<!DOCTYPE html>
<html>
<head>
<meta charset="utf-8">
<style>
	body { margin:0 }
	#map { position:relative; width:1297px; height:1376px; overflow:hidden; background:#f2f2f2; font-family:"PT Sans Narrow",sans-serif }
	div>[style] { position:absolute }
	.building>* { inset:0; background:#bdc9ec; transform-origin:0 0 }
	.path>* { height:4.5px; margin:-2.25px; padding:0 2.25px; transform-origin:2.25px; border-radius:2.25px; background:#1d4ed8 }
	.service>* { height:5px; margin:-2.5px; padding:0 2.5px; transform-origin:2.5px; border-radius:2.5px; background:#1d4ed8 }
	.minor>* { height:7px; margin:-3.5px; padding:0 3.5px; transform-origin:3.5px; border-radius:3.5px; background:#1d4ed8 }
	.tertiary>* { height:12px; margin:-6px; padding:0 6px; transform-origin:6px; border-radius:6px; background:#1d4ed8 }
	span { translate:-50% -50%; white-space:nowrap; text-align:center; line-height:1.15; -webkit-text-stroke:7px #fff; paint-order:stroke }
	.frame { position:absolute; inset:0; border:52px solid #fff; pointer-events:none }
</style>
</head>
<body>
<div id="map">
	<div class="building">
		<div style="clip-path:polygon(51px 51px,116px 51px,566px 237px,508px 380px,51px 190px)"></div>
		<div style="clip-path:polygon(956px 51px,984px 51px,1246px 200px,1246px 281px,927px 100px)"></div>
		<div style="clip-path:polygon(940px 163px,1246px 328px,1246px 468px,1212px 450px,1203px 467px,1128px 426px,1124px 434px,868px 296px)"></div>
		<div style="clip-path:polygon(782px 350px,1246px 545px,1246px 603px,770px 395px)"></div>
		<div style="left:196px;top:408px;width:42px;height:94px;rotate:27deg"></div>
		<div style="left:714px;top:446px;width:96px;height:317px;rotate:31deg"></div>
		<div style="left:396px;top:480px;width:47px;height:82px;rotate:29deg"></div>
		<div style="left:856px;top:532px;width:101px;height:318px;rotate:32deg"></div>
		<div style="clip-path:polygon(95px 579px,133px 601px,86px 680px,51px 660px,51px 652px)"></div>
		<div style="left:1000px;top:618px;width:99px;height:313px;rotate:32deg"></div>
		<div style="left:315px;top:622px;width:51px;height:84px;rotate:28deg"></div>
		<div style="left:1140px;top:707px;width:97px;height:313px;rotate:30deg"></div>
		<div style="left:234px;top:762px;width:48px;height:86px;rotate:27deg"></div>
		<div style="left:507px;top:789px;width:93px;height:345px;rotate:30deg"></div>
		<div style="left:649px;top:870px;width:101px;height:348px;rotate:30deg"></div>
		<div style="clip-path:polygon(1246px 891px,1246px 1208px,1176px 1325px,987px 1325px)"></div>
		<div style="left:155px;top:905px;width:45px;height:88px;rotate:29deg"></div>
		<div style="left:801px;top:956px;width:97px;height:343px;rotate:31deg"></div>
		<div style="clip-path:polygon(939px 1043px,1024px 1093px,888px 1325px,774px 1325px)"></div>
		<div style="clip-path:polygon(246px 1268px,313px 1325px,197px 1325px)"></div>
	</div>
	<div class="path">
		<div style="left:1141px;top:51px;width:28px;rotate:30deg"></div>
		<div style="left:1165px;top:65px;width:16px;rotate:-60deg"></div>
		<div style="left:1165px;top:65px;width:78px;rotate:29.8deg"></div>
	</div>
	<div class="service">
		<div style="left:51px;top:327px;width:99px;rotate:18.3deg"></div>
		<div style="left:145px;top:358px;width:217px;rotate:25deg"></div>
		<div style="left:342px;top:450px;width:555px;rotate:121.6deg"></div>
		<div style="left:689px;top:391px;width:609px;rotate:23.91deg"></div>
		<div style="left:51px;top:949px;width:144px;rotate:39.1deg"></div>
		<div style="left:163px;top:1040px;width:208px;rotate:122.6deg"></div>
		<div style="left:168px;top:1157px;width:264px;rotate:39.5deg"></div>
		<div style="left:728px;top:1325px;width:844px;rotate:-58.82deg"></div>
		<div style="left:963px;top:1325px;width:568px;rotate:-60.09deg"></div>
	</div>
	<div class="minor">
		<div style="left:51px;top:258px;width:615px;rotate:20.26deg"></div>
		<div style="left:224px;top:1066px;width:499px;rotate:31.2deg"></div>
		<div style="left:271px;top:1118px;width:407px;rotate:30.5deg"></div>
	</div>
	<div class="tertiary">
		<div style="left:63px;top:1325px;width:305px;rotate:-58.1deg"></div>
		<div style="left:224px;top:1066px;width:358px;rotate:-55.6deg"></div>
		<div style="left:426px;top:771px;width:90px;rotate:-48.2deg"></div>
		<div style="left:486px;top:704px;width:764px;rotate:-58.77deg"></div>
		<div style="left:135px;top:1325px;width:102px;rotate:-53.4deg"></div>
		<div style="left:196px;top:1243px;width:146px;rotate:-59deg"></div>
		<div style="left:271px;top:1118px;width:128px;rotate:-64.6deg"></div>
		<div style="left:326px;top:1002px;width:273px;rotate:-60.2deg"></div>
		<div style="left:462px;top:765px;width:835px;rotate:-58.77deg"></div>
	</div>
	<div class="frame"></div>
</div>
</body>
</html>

******

◆ Instructions to follow ◆
Return only the lines from the beginning of the material up to and including the line with "height:5px; margin:-2.5px; padding:0", exactly as written.

◆ Answer to this task ◆
<!DOCTYPE html>
<html>
<head>
<meta charset="utf-8">
<style>
	body { margin:0 }
	#map { position:relative; width:1297px; height:1376px; overflow:hidden; background:#f2f2f2; font-family:"PT Sans Narrow",sans-serif }
	div>[style] { position:absolute }
	.building>* { inset:0; background:#bdc9ec; transform-origin:0 0 }
	.path>* { height:4.5px; margin:-2.25px; padding:0 2.25px; transform-origin:2.25px; border-radius:2.25px; background:#1d4ed8 }
	.service>* { height:5px; margin:-2.5px; padding:0 2.5px; transform-origin:2.5px; border-radius:2.5px; background:#1d4ed8 }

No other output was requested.